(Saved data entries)
⟨
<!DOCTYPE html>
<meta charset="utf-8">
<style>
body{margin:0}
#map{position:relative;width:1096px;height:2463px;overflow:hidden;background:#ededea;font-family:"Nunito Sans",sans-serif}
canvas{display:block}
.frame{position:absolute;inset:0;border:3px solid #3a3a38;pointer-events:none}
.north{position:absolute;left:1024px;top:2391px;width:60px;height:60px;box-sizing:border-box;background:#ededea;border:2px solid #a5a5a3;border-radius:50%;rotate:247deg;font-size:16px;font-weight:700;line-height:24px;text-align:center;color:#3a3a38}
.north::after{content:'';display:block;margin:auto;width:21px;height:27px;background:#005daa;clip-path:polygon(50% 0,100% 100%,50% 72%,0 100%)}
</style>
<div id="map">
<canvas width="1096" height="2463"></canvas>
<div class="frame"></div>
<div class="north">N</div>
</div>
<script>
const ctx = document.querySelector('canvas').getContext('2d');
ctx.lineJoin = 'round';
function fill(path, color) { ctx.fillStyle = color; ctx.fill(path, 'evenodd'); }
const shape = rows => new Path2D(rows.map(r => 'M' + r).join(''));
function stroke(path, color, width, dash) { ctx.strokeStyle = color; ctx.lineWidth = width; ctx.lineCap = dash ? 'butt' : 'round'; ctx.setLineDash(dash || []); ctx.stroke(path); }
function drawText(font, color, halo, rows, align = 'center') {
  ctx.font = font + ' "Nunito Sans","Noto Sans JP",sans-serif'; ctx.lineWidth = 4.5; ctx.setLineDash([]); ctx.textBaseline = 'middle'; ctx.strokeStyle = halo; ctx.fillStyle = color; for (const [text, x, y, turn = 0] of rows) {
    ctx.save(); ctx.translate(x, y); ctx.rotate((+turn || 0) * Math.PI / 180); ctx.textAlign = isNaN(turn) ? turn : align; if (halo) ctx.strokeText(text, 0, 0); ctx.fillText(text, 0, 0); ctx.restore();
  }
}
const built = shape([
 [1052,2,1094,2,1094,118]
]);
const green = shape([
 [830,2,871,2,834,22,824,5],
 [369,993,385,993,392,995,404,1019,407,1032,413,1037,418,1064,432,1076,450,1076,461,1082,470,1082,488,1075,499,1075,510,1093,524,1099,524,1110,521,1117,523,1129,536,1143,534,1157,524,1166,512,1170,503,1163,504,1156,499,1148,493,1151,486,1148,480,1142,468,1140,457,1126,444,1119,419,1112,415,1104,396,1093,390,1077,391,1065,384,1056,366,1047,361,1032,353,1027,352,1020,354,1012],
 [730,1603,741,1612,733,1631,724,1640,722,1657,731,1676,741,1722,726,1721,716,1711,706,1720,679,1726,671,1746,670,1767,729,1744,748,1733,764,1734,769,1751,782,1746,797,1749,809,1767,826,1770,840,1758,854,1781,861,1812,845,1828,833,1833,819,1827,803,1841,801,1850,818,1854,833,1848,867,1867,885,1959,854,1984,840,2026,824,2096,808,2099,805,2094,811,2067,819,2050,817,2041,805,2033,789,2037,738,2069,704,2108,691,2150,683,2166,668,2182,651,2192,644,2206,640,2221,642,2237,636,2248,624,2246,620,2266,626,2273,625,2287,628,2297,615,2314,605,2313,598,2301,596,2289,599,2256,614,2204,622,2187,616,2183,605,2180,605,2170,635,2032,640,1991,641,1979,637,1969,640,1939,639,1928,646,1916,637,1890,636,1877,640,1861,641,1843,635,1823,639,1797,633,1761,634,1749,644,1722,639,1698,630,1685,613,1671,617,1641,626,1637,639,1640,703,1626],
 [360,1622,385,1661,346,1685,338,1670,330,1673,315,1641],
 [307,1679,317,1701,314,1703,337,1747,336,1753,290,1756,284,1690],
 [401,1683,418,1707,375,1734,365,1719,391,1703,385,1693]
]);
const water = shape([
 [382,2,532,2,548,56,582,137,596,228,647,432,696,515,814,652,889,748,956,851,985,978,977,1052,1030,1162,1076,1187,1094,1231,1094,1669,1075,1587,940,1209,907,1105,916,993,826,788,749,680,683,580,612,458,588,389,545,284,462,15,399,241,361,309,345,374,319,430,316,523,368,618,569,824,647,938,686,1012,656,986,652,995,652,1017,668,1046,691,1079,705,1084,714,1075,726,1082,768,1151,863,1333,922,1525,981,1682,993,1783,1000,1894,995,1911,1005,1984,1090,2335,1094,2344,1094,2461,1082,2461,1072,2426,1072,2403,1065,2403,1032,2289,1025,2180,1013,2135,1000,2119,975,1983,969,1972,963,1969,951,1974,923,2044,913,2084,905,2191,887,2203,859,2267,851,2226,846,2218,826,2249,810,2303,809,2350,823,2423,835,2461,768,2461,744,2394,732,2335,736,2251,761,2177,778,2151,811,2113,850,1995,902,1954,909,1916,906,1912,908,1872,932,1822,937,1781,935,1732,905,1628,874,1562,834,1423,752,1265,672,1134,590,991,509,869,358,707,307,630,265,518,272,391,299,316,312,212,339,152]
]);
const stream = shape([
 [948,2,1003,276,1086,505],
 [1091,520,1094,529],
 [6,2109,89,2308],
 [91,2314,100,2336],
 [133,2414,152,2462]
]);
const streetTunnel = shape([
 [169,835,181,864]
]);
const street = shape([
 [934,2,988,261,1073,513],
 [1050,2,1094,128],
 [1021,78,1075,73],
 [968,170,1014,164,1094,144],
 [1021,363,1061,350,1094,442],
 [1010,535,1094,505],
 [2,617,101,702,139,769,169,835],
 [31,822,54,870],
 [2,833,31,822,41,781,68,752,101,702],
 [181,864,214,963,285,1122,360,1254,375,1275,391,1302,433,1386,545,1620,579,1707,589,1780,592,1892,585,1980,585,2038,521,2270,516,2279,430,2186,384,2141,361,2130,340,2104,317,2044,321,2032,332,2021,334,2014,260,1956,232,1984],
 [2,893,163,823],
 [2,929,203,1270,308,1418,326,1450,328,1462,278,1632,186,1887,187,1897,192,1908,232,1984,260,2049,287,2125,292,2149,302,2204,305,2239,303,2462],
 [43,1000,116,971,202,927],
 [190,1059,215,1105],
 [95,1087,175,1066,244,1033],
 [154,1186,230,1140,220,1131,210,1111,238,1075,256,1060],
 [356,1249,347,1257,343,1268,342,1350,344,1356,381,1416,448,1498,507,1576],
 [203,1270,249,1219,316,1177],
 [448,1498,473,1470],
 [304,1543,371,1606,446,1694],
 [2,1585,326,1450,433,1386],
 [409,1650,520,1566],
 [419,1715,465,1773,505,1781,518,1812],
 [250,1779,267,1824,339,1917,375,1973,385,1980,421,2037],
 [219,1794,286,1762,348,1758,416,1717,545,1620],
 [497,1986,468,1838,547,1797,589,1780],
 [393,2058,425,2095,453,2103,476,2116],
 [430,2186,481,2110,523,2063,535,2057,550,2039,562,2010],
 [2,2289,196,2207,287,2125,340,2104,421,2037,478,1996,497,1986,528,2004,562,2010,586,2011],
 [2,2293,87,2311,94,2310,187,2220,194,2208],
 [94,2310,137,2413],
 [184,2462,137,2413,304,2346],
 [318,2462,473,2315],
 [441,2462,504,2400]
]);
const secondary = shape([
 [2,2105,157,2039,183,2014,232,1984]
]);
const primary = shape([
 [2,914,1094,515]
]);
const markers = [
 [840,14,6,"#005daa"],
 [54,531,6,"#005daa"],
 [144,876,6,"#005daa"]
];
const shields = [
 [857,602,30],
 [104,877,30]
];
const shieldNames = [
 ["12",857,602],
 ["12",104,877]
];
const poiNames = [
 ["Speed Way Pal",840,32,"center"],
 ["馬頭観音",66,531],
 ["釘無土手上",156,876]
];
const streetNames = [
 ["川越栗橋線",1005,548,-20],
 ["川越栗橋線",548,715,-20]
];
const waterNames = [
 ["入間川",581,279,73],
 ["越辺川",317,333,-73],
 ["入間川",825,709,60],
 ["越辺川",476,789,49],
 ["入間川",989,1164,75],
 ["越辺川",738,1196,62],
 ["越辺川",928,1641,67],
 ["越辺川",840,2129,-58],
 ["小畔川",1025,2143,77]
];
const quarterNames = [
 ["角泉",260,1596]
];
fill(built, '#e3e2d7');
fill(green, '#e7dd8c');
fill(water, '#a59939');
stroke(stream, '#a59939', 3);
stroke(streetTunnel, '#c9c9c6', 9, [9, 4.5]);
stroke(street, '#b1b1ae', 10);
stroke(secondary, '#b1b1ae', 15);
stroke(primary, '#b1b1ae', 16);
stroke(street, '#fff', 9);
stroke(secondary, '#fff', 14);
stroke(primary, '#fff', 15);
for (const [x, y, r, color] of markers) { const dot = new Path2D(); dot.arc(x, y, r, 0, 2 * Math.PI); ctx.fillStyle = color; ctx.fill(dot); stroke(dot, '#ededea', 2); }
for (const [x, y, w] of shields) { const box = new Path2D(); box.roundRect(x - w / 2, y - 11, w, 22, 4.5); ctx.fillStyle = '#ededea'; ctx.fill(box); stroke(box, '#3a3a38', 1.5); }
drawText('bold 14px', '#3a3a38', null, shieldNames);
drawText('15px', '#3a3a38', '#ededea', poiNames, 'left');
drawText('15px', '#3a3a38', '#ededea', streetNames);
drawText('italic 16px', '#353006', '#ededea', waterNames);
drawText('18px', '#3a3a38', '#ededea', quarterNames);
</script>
⟩
What is being asked
Identify the lines in the entries that hold "Math" and return each one.

Task response
    ctx.save(); ctx.translate(x, y); ctx.rotate((+turn || 0) * Math.PI / 180); ctx.textAlign = isNaN(turn) ? turn : align; if (halo) ctx.strokeText(text, 0, 0); ctx.fillText(text, 0, 0); ctx.restore();
for (const [x, y, r, color] of markers) { const dot = new Path2D(); dot.arc(x, y, r, 0, 2 * Math.PI); ctx.fillStyle = color; ctx.fill(dot); stroke(dot, '#ededea', 2); }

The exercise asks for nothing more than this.